Figure 1 Survival curves and comparison of pCR across different indicators. (A) Kaplan-Meier curves of OS for patients who received immunochemotherapy followed by surgery (n=236). (B) Kaplan-Meier curves of DFS for patients who received immunochemotherapy followed by surgery (n=236). (C) Stacked bar chart of pCR rates according to different tumor differentiation levels (n=200). (D) Box plots of platelet counts and related parameters among different pCR groups (n=236). (E) Box plots of other significantly different indicators among different pCR groups (n=154). (F) ROC curves for predictors of pCR identified in univariate analysis (n=154), 1 indicates baseline levels, and 2 indicates preoperative levels.

Univariate and Multivariate Analysis of Predictors for pCR

A significant association was observed between tumor differentiation and pCR rate (Table 2). When using the low differentiated group as a reference, the moderately differentiation group showed a significantly reduced odds of pCR (Odds Ratio [OR] = 0.49, 95% CI: 0.26–0.93, p < 0.05). As shown in Figure 1C, patients with moderately differentiated tumors were less likely to achieve pCR compared to those with high or low differentiation (20.8% vs 35.1%, χ²=4.45, p < 0.05). We observed significant differences in three baseline platelet parameters (n=236, Univariate analysis). These are mean platelet volume (MPV, OR = 1.65, 95% CI: 1.21–2.25, p = 0.002), platelet distribution width (PDW, OR = 1.27, 95% CI: 1.10–1.46, p = 0.001), and platelet-large cell ratio (P-LCR, OR = 1.07, 95% CI: 1.03–1.11, p = 0.001). Notably, similar significant differences in MPV (OR = 1.84, 95% CI: 1.29–2.63, p = 0.001), PDW (OR = 1.36, 95% CI: 1.14–1.62, p = 0.001), and P-LCR (OR = 1.08, 95% CI: 1.04–1.13, p < 0.001) were found when comparing preoperative data following nICT, with these differences being even more pronounced (higher ORs and smaller p-values, n=235). However, no significant differences were observed in platelet count (PLT) or platelet hematocrit (P-HCT) (Figure 1D).

Table 2 Dynamic Changes in Blood Test Results: From Baseline to Pre-Surgery

Analysis of all hematological indicators showed that preoperative prognostic nutritional index (PNI, p = 0.036), monocyte percentage (Mono%, p = 0.002), phosphorus (P, p = 0.039), and fibrinogen (Fbg, p = 0.012) differed significantly between groups (Figure 1E), although the differences were less marked than those observed for platelet-related parameters.
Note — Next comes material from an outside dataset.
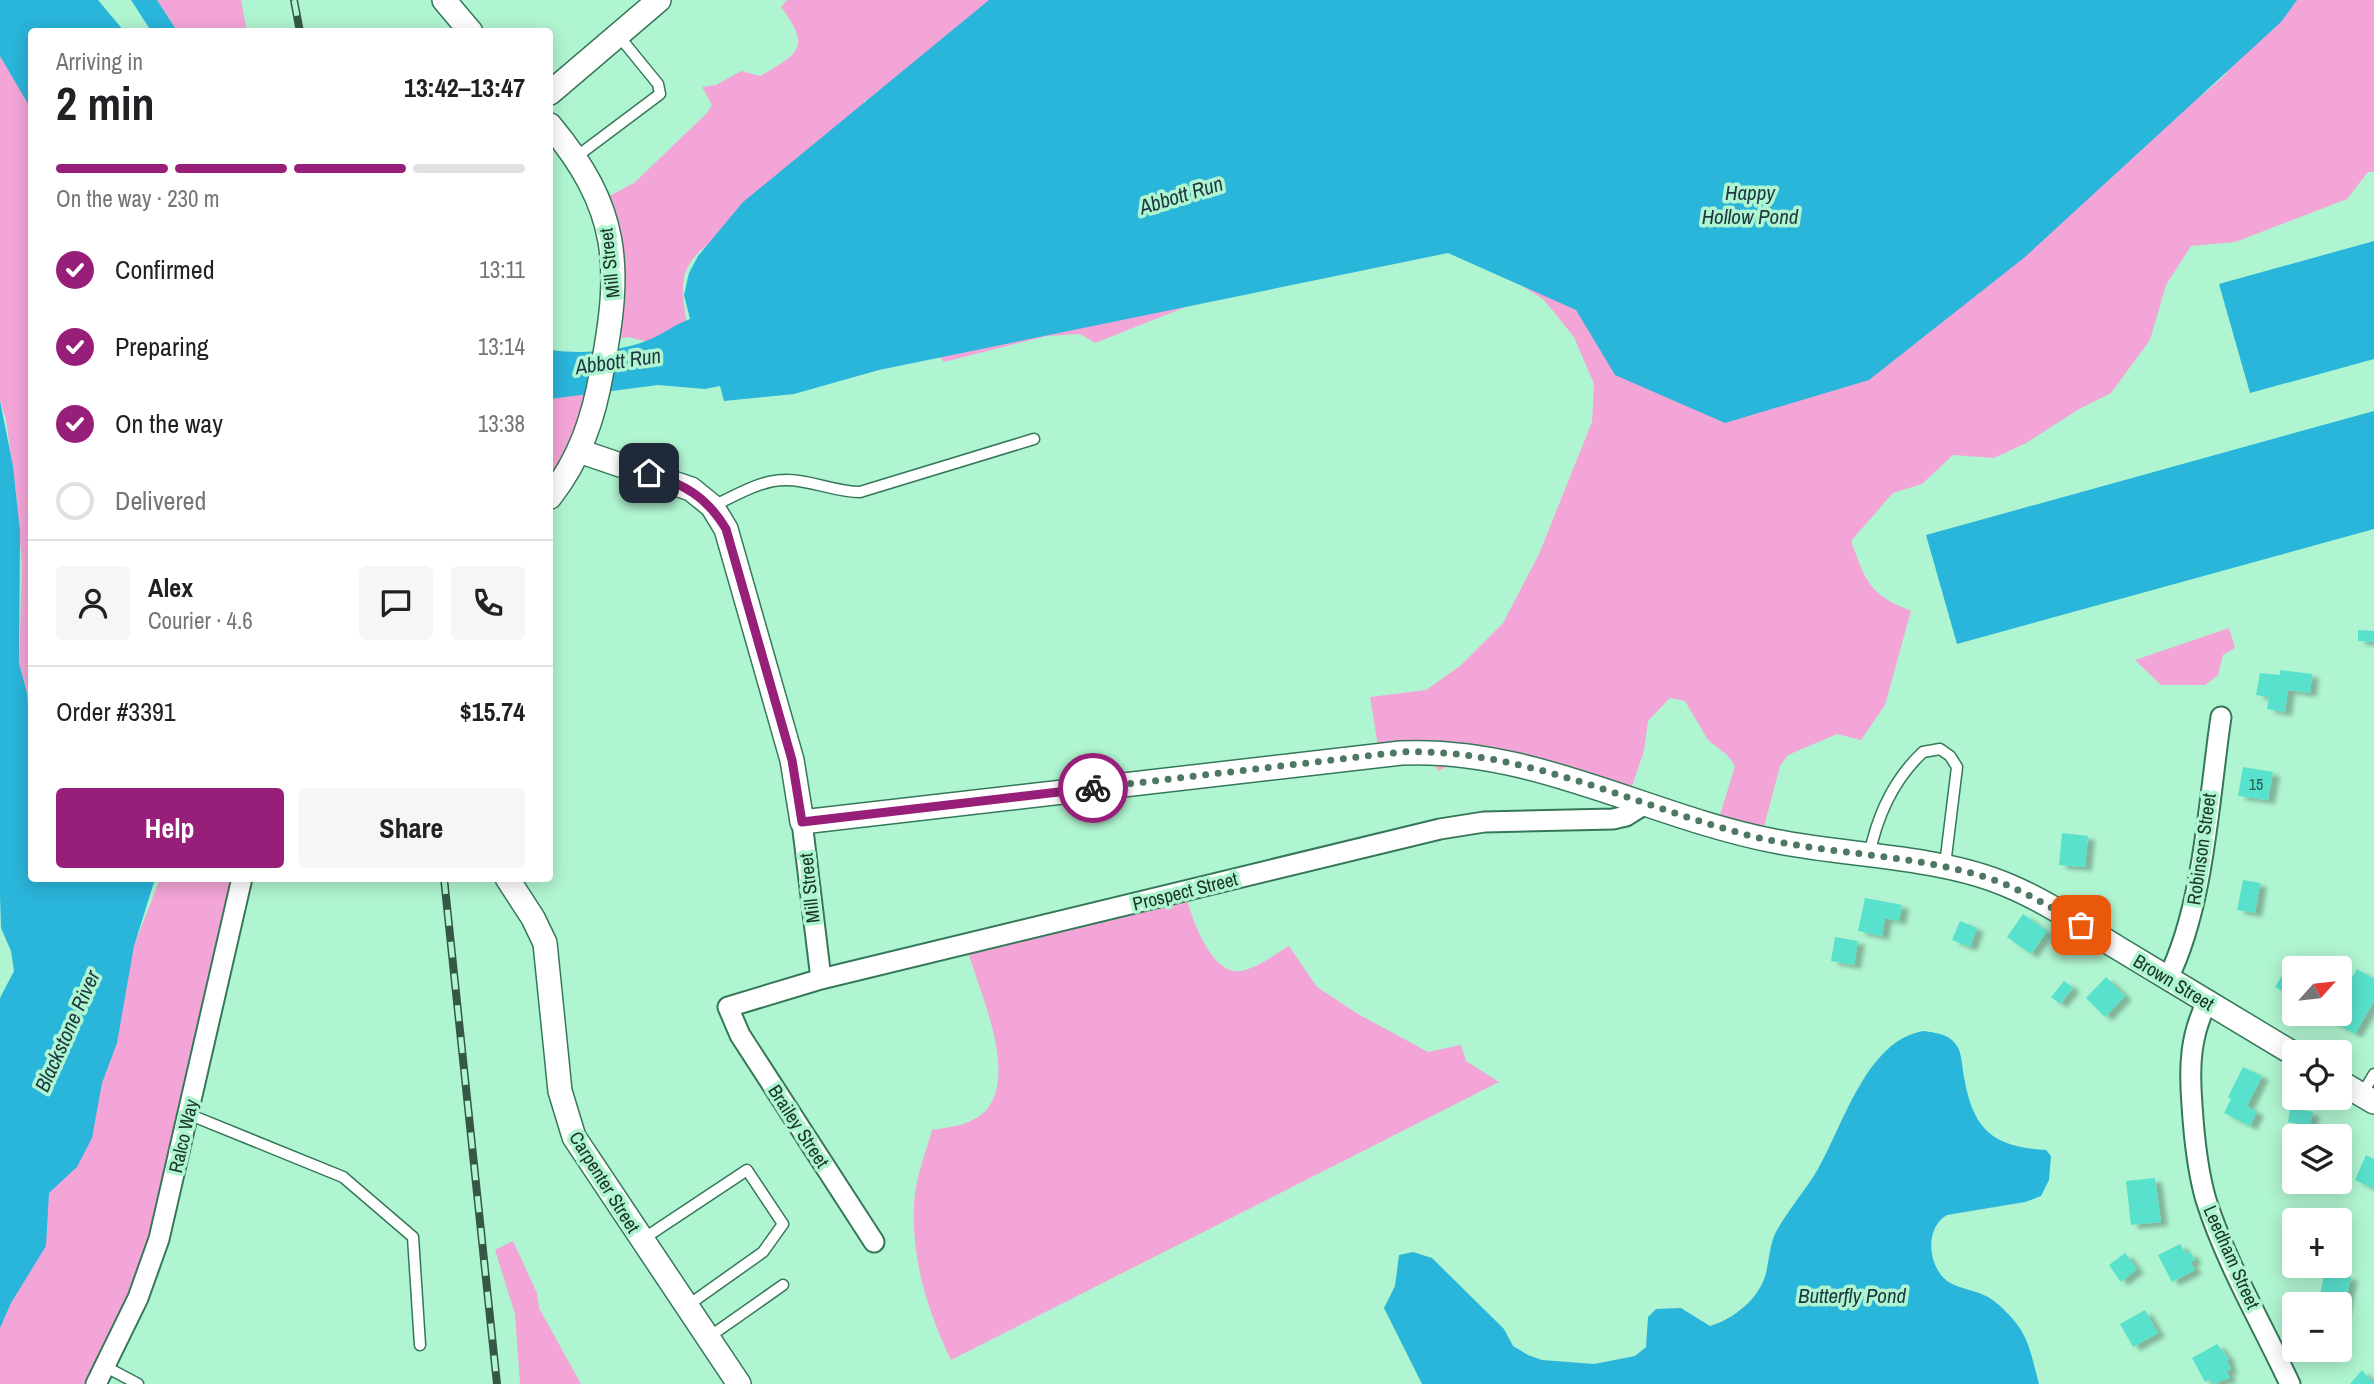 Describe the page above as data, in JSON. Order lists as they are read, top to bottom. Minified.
{"streets":{"street":["Mill Street","Robinson Street","Prospect Street","Brown Street","Brailey Street","Ralco Way","Carpenter Street","Leedham Street"]},"crossings":[["Mill Street","Prospect Street"],["Mill Street","Brown Street"],["Robinson Street","Brown Street"],["Prospect Street","Brown Street"],["Prospect Street","Brailey Street"],["Brown Street","Leedham Street"]],"water":["Happy Hollow Pond","Abbott Run","Blackstone River","Butterfly Pond"],"house_numbers":["15"],"north":"top right","page":{"heading":["2 min","Arriving in","13:42–13:47"],"panel":["Alex","Courier · 4.6","Order #3391","$15.74"],"bar":"On the way · 230 m","list":[["Confirmed","13:11"],["Preparing","13:14"],["On the way","13:38"],"Delivered"],"buttons":["Help","Share"],"map_buttons":["+","−"]}}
When analyzing the change in values between preoperative and baseline data, only PNI (p = 0.014) and Mono% (p = 0.043) showed significant differences.

Multivariate logistic regression analysis including age, sex demonstrated that both baseline and preoperative MPV, PDW, and P-LCR were independent predictors of pCR and MPR (all p < 0.05). The baseline values of MPV (OR = 1.64, 95% CI: 1.20–2.24, p = 0.002), PDW (OR = 1.27, 95% CI: 1.10–1.47, p = 0.001), and P-LCR (OR = 1.07, 95% CI: 1.03–1.11, p = 0.001) were independent predictors of pCR. Similarly, the preoperative values of these platelet parameters also showed significant independent associations with pCR, with further strengthened effect sizes after nICT (MPV: OR = 1.84, 95% CI: 1.29–2.63; PDW: OR = 1.35, 95% CI: 1.14–1.61; P-LCR: OR = 1.08, 95% CI: 1.03–1.13; all p < 0.001). ROC curve analysis revealed that preoperative MPV, PDW, and P-LCR showed higher AUC values for predicting pCR (AUC of MPV = 0.65, 95% CI: 0.57–0.74, cutoff = 9.70, Figure 1F). These three platelet-related variables were highly correlated, with preoperative MPV showing a strong correlation with P-LCR and PDW (all Spearman’ r > 0.9, p < 0.001), preventing the construction of a combined multivariate prediction model.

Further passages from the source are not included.